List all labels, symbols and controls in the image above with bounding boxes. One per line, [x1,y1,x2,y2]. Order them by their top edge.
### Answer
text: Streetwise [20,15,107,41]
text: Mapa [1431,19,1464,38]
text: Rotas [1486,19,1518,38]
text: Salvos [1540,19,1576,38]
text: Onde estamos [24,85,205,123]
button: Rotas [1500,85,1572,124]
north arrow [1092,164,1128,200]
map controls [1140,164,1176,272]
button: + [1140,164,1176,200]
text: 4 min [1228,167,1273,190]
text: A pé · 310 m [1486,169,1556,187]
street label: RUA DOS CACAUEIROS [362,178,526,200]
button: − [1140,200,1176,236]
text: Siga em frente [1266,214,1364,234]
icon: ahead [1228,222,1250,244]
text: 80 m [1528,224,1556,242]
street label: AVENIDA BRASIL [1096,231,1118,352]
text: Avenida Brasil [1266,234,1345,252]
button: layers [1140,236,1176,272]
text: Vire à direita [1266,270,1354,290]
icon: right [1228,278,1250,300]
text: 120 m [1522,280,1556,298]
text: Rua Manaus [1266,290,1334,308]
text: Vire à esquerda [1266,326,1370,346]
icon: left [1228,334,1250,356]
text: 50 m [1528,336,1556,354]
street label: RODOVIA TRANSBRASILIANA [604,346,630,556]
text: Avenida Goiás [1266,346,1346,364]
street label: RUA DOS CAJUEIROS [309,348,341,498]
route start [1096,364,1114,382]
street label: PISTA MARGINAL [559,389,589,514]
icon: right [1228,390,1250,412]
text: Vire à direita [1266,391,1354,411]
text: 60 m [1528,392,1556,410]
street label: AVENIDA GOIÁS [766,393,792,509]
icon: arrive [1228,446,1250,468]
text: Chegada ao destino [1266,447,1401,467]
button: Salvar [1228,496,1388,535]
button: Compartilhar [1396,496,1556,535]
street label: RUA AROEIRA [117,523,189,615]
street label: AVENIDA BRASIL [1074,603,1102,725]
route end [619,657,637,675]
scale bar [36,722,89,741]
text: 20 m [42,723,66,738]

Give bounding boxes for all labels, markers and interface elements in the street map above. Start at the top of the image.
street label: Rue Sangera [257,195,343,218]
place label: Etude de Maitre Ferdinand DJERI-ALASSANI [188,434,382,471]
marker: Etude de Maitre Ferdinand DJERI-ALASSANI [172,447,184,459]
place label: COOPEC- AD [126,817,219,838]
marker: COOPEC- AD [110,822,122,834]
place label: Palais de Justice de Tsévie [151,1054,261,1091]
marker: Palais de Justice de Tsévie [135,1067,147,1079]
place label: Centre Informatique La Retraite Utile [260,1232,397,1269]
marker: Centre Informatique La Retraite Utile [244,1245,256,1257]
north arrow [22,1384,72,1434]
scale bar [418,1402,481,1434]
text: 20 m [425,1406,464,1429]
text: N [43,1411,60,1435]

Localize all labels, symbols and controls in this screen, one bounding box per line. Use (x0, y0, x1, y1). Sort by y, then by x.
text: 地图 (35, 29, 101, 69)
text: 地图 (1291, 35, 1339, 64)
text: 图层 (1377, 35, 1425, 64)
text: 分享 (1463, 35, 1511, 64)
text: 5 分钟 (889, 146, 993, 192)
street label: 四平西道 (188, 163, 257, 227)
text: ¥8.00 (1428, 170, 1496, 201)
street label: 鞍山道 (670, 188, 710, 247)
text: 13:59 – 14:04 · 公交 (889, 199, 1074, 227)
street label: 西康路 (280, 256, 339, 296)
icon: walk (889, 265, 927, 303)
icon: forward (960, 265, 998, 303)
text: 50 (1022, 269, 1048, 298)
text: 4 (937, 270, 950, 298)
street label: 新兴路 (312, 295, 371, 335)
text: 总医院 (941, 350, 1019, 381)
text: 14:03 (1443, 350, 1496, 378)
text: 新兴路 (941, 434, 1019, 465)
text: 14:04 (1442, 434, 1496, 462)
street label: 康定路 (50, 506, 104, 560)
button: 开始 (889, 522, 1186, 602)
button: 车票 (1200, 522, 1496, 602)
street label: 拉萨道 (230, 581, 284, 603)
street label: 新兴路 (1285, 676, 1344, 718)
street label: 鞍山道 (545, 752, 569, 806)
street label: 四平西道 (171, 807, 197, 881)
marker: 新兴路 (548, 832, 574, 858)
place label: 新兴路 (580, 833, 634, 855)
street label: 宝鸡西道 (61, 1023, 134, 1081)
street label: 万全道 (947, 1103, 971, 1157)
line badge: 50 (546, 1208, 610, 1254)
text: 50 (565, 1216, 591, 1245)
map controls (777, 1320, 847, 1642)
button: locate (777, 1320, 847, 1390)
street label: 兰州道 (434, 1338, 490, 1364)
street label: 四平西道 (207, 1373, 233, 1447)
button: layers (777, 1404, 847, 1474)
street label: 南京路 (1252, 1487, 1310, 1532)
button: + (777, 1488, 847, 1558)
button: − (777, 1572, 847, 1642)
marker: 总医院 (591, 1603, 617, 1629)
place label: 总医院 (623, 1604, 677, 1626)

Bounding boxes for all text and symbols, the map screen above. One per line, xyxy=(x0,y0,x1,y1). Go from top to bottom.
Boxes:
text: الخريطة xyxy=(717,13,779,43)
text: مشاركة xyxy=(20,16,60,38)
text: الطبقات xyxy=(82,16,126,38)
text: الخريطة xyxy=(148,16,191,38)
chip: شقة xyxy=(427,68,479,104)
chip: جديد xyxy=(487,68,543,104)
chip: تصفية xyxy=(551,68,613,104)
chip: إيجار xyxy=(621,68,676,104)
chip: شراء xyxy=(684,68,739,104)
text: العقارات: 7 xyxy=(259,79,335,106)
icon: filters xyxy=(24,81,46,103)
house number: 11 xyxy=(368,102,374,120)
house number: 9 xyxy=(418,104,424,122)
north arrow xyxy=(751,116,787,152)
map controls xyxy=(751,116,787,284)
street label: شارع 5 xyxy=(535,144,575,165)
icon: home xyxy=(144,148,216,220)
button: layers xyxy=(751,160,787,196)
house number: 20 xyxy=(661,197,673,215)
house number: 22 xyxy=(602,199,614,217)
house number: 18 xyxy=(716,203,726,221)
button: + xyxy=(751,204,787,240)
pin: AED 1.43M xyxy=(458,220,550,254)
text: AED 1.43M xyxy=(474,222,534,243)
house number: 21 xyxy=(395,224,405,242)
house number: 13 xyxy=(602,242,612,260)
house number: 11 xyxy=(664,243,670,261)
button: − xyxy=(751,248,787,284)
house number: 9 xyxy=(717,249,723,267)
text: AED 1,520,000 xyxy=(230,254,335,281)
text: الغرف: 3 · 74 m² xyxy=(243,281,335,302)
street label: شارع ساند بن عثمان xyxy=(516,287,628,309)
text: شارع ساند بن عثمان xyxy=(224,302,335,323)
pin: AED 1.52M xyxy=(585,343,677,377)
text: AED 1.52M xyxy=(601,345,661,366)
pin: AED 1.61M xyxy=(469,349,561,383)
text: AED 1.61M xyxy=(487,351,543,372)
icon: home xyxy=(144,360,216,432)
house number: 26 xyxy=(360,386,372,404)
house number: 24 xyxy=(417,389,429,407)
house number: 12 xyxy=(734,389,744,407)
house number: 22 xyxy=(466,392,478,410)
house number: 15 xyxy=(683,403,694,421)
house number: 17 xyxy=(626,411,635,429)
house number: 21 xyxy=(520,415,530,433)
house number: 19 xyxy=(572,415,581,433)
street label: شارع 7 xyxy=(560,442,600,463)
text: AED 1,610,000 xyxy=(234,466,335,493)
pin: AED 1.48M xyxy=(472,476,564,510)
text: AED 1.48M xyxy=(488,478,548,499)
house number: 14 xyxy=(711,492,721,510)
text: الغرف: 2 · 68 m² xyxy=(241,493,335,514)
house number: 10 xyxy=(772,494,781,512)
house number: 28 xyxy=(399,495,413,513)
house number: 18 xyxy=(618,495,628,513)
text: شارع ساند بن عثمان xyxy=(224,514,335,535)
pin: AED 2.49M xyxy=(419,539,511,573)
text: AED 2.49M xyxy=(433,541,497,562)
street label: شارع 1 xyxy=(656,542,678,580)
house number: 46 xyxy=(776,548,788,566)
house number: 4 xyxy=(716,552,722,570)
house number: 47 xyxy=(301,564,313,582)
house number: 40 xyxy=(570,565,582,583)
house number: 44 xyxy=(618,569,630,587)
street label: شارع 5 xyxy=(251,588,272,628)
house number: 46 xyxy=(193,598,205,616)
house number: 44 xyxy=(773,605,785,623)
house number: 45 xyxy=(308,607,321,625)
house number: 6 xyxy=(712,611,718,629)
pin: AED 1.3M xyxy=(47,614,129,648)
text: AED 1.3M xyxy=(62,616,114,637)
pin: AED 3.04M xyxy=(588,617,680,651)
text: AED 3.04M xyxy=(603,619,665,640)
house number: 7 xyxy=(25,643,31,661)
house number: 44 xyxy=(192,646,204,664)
■ ■ ■ ■ ■ ■ ■
◆ **WHAT THE EXERCISE ASKS**
Across the whole listing above, tally each line where the string "image" occurs, and give the number and nothing more.

◆ **ANSWER TO THIS EXERCISE**
2